Start of Information provided
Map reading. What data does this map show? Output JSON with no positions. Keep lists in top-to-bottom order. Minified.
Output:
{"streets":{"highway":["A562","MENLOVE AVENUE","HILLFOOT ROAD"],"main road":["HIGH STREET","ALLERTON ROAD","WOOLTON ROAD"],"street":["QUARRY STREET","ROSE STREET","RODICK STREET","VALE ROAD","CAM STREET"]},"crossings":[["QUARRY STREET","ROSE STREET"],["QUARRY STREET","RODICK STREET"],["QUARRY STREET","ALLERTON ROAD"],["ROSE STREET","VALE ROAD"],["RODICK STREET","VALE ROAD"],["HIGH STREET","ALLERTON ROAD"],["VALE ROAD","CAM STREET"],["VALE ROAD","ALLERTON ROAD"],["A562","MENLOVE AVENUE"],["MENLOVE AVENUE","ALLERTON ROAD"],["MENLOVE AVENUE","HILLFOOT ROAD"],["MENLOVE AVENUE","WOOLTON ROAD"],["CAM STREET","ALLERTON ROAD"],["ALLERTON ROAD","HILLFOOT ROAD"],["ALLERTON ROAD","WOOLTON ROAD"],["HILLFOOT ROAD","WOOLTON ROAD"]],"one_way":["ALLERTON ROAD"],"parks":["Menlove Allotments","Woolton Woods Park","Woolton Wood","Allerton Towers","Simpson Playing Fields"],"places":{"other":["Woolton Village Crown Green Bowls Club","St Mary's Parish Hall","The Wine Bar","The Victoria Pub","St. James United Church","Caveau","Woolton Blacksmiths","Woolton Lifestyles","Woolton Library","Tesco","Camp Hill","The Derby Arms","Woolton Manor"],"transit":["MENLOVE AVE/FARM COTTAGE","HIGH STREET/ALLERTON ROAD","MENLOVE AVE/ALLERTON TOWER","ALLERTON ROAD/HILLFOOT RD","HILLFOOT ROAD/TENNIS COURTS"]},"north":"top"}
End of Information provided
About this task:
The required answer is the complete data, repeated exactly.

Solution to this task:
Map reading. What data does this map show? Output JSON with no positions. Keep lists in top-to-bottom order. Minified.
Output:
{"streets":{"highway":["A562","MENLOVE AVENUE","HILLFOOT ROAD"],"main road":["HIGH STREET","ALLERTON ROAD","WOOLTON ROAD"],"street":["QUARRY STREET","ROSE STREET","RODICK STREET","VALE ROAD","CAM STREET"]},"crossings":[["QUARRY STREET","ROSE STREET"],["QUARRY STREET","RODICK STREET"],["QUARRY STREET","ALLERTON ROAD"],["ROSE STREET","VALE ROAD"],["RODICK STREET","VALE ROAD"],["HIGH STREET","ALLERTON ROAD"],["VALE ROAD","CAM STREET"],["VALE ROAD","ALLERTON ROAD"],["A562","MENLOVE AVENUE"],["MENLOVE AVENUE","ALLERTON ROAD"],["MENLOVE AVENUE","HILLFOOT ROAD"],["MENLOVE AVENUE","WOOLTON ROAD"],["CAM STREET","ALLERTON ROAD"],["ALLERTON ROAD","HILLFOOT ROAD"],["ALLERTON ROAD","WOOLTON ROAD"],["HILLFOOT ROAD","WOOLTON ROAD"]],"one_way":["ALLERTON ROAD"],"parks":["Menlove Allotments","Woolton Woods Park","Woolton Wood","Allerton Towers","Simpson Playing Fields"],"places":{"other":["Woolton Village Crown Green Bowls Club","St Mary's Parish Hall","The Wine Bar","The Victoria Pub","St. James United Church","Caveau","Woolton Blacksmiths","Woolton Lifestyles","Woolton Library","Tesco","Camp Hill","The Derby Arms","Woolton Manor"],"transit":["MENLOVE AVE/FARM COTTAGE","HIGH STREET/ALLERTON ROAD","MENLOVE AVE/ALLERTON TOWER","ALLERTON ROAD/HILLFOOT RD","HILLFOOT ROAD/TENNIS COURTS"]},"north":"top"}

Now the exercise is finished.